Mr. Podheretz makes a compelling case, but I believe he is wrong. After shaving with Occam's Razor, I conclude that the simplest explanation is incompetence. As evidence, I offer Secretary of State Kerry's remark today, in an appearance with the British Foreign Secretary, that any U.S. military action against Syria would be an "unbelievably small, limited kind of effort." He as much as announced to Bashar Assad not to worry, this won't hurt very much or do your regime any real harm.
Contrast this with the approach to public statements taken by President George H.W. Bush in the weeks leading up to the first Gulf War. While building his international coalition agaisnt Saddam Hussein and for the liberation of Kuwait, President Bush senior refused to publicly speculate on, or limit in any way, the nature and scope of the military campaign.

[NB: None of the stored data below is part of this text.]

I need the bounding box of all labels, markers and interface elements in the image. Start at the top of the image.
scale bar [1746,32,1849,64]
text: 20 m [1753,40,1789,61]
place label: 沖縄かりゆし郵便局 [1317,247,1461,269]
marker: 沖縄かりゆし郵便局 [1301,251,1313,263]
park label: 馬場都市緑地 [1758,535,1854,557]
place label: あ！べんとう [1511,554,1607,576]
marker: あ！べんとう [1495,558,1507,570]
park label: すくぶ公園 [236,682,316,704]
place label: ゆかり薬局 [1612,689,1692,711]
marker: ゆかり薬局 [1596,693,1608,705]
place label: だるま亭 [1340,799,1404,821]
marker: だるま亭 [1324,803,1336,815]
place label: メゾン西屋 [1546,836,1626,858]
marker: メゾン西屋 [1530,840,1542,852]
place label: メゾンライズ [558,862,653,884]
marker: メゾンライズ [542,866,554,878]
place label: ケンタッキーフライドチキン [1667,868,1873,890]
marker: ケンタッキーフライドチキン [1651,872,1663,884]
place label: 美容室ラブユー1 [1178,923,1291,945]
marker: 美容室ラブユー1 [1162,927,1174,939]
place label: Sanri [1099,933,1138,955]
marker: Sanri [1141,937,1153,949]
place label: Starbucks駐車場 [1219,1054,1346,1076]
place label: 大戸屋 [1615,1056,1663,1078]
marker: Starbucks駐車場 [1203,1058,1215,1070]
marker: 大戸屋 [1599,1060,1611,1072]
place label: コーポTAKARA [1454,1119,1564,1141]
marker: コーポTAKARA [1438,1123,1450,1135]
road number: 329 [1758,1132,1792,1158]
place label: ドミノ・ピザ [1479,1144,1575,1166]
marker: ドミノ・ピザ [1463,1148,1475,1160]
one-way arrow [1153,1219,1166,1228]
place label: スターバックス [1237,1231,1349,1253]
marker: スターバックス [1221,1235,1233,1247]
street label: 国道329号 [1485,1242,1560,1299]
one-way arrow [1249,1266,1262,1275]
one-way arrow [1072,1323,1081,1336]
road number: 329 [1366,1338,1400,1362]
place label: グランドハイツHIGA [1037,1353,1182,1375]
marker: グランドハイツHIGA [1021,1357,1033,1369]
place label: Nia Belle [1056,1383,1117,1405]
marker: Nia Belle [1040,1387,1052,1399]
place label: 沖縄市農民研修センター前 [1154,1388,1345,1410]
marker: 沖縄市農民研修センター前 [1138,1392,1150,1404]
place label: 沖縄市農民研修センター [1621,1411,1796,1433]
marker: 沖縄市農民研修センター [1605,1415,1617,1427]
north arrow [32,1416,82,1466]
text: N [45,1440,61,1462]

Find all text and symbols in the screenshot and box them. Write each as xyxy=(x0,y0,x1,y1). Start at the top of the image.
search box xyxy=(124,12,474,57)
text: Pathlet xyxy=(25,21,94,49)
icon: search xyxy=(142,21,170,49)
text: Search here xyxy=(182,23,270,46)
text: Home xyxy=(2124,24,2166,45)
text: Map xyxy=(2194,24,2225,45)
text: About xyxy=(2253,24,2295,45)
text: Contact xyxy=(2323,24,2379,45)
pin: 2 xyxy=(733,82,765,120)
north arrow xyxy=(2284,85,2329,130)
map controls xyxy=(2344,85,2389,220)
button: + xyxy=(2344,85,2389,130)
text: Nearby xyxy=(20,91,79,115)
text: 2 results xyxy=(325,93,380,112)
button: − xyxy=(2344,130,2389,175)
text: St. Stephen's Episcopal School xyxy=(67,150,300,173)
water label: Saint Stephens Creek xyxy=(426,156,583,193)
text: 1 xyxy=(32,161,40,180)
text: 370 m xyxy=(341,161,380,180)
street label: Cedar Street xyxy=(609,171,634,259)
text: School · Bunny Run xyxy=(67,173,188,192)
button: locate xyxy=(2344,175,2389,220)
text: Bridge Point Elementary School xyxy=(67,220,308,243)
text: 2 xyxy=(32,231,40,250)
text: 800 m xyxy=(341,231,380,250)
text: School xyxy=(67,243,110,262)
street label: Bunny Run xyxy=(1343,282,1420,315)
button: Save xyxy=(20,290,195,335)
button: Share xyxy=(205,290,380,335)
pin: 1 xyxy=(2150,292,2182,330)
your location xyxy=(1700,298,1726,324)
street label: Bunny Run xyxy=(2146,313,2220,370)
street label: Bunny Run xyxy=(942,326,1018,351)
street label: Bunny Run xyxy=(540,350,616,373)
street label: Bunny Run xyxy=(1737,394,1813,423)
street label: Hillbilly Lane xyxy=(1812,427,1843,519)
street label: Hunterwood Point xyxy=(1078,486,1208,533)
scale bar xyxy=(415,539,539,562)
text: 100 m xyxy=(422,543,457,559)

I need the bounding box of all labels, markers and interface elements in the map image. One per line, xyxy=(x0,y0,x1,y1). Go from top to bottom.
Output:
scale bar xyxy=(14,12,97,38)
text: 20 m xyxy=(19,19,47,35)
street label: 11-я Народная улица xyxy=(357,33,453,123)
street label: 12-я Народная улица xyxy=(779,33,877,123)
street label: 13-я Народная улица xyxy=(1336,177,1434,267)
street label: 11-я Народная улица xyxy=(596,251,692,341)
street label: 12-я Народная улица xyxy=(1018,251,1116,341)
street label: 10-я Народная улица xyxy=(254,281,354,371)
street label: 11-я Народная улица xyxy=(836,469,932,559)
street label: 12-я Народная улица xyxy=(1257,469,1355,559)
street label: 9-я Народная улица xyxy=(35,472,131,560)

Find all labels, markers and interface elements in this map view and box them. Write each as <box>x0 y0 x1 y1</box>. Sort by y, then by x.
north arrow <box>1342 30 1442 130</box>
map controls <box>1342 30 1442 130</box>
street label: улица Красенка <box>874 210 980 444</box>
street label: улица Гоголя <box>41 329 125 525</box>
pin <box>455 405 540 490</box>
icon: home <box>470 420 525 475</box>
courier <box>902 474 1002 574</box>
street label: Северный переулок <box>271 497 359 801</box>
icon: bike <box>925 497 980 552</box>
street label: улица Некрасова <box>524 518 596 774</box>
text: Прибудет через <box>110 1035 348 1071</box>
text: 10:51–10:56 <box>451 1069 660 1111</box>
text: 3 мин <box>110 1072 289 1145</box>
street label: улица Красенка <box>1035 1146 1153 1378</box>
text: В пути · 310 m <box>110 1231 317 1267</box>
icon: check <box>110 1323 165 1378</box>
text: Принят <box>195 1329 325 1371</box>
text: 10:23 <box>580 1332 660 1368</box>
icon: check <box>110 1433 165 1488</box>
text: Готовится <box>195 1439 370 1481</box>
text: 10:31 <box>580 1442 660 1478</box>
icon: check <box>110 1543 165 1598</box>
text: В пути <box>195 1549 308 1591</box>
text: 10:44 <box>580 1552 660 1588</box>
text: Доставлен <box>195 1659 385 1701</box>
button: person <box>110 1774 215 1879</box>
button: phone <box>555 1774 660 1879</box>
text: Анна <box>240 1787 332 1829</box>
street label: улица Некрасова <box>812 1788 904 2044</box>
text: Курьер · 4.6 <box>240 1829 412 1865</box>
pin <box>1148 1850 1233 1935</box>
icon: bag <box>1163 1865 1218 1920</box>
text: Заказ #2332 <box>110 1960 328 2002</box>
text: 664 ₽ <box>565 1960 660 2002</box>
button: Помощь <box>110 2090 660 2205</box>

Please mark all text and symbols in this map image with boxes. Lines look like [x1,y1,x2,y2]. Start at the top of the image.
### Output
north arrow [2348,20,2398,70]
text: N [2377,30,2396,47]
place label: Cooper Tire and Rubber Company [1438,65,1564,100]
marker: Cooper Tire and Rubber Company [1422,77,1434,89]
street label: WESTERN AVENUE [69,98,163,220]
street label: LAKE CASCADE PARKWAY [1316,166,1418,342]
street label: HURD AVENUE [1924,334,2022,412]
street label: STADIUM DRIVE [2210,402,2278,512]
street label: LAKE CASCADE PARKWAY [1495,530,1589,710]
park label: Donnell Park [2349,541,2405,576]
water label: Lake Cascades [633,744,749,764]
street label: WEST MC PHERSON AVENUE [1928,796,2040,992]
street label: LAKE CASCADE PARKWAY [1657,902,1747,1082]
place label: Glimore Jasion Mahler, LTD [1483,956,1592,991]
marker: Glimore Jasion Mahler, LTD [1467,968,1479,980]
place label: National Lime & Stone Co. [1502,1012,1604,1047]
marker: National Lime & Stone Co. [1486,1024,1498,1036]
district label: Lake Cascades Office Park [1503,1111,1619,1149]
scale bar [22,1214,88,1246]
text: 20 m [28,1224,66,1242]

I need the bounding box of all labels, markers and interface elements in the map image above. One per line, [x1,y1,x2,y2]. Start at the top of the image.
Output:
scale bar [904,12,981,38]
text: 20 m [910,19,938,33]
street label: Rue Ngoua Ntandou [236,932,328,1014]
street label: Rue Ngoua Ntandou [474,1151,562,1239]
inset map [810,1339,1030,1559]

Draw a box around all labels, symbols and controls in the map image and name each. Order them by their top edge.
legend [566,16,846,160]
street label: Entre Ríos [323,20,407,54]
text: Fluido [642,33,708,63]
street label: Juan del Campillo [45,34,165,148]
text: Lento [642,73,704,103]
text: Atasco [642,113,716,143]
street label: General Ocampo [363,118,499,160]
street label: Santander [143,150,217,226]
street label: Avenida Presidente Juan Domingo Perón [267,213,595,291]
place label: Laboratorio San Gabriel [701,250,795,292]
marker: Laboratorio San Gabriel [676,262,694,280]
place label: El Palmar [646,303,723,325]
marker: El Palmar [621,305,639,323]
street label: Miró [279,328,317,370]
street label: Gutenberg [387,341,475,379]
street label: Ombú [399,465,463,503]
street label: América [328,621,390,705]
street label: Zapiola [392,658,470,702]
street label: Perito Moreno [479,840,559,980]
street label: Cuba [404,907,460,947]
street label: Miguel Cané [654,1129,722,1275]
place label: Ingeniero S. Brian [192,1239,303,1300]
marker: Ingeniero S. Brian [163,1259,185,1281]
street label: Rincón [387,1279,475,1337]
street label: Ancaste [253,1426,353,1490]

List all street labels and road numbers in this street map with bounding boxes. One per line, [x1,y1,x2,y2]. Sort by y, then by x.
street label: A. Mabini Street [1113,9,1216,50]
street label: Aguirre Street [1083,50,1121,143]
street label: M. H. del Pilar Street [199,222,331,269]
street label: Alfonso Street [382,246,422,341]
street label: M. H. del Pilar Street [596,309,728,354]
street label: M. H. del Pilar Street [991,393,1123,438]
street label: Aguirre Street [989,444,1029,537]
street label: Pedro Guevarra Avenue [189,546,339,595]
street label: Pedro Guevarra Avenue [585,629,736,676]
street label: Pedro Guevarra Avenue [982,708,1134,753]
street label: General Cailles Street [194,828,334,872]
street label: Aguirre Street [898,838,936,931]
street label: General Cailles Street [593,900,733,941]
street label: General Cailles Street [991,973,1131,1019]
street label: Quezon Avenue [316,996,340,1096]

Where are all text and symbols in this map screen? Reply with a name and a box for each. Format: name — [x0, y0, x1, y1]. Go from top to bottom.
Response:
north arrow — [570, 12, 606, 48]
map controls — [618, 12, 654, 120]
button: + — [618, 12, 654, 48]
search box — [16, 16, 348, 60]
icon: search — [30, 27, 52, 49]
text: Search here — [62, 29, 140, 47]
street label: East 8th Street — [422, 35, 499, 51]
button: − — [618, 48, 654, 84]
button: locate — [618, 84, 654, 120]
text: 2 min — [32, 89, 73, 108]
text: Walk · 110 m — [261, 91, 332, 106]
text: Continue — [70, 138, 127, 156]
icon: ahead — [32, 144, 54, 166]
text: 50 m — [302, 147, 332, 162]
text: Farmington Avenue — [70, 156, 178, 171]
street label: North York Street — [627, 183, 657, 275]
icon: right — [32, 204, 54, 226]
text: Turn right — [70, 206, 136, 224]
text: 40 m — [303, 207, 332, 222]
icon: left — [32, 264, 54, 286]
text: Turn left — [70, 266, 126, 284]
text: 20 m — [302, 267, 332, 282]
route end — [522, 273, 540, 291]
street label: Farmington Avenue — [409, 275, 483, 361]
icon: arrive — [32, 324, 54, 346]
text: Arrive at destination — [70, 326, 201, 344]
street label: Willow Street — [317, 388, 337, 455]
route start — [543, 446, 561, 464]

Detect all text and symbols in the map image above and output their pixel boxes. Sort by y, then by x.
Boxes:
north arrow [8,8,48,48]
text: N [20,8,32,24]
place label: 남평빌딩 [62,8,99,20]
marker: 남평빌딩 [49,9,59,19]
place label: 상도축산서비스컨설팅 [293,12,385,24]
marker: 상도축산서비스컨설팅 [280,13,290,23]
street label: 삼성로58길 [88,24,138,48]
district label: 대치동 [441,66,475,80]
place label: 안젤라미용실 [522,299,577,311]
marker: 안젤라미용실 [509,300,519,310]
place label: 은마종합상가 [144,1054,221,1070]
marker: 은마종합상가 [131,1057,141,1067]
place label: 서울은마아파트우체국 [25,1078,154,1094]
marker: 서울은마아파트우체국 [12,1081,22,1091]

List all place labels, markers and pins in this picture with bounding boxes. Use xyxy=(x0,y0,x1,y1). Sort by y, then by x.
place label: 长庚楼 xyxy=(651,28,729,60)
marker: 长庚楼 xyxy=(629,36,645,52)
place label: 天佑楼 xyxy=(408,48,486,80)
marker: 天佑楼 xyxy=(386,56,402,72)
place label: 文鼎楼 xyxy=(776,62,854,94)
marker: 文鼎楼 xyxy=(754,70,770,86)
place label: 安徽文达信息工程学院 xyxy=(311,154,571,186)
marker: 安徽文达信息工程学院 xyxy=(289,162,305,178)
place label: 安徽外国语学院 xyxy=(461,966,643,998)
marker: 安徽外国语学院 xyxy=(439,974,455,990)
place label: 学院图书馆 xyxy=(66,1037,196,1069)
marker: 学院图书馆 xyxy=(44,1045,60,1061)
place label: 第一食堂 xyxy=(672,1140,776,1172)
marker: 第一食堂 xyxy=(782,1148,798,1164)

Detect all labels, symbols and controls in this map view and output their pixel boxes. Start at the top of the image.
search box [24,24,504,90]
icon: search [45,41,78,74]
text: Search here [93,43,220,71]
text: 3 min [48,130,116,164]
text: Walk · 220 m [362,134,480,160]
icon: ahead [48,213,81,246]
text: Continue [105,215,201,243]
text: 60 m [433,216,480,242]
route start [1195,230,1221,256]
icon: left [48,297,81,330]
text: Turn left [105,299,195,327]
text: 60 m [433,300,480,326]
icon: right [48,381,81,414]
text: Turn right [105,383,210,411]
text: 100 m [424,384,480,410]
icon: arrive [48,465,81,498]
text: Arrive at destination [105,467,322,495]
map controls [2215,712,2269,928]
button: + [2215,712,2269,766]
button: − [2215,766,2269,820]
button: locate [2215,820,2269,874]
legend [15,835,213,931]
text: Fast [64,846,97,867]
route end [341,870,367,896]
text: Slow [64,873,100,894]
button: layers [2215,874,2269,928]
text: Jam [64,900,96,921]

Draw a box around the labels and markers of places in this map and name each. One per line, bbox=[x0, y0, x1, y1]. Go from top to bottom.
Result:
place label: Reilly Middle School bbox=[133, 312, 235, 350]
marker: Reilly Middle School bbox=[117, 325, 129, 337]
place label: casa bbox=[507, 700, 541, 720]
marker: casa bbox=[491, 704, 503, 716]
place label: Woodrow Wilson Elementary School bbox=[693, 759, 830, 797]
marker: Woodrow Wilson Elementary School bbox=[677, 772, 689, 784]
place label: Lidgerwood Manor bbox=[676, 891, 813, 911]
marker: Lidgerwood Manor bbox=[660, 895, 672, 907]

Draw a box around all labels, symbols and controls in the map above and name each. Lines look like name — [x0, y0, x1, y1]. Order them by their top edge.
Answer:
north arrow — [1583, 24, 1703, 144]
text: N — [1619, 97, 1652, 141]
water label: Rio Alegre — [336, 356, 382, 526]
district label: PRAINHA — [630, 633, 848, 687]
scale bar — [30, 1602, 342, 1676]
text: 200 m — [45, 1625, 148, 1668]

He let Saddam wonder, and then struck hard and effectively.
Already some two weeks before Secretary Kerry's statement, liberal and sometimes Obama supporter Leon Wieseltier wrote on August 27 in the New Republic:
The White House and its supporters are seeking intervention without interventionism. An operation must be designed that will be limited and fleeting, that will do the right thing as inconsequentially as possible: a cop-out in the shape of a cruise missile. Assad will be punished and left in place; which is to say, unpunished. If he chooses never again to use chemical weapons, then his slaughter may never again be disturbed. Above all, the memory of Iraq will not be defiled. If we must do something—there is that “red line,” after all—then we will do something; but once we do something, we can go back to doing nothing.
Secretary Kerry also today may have intentionally or inadvertently provided Syria and Russia with an escape hatch, through which the Obama Administation could escape as well. The choice between intention or inadvertence depends on whether one accepts the Podheretz theory or the alternative explanation of gross incompetence. In any event, Secretary Kerry, almost in a throwaway afterthought, said that Syria could avoid an attack by putting its chemical weapons under international control. Russian and Syrian diplomats leaped at the opportunity that Kerry perhaps accidentally opened, and suggested negotiations toward achieving that goal.
Yes, the Administration, while welcoming the overtures, expressed deep skepticism about their sincerity. Yes, one should always exhaust every reasonable diplomatic channel before resorting to war. However, one remains suspicious that this will devolve into another effort by the President to kick the Syrian can down the road. As one wag said in a call to the Hugh Hewitt radio show, maybe someday Mr. Kerry will say that he was for the Syrian attack before he was against it, or visa versa. Remember 2004?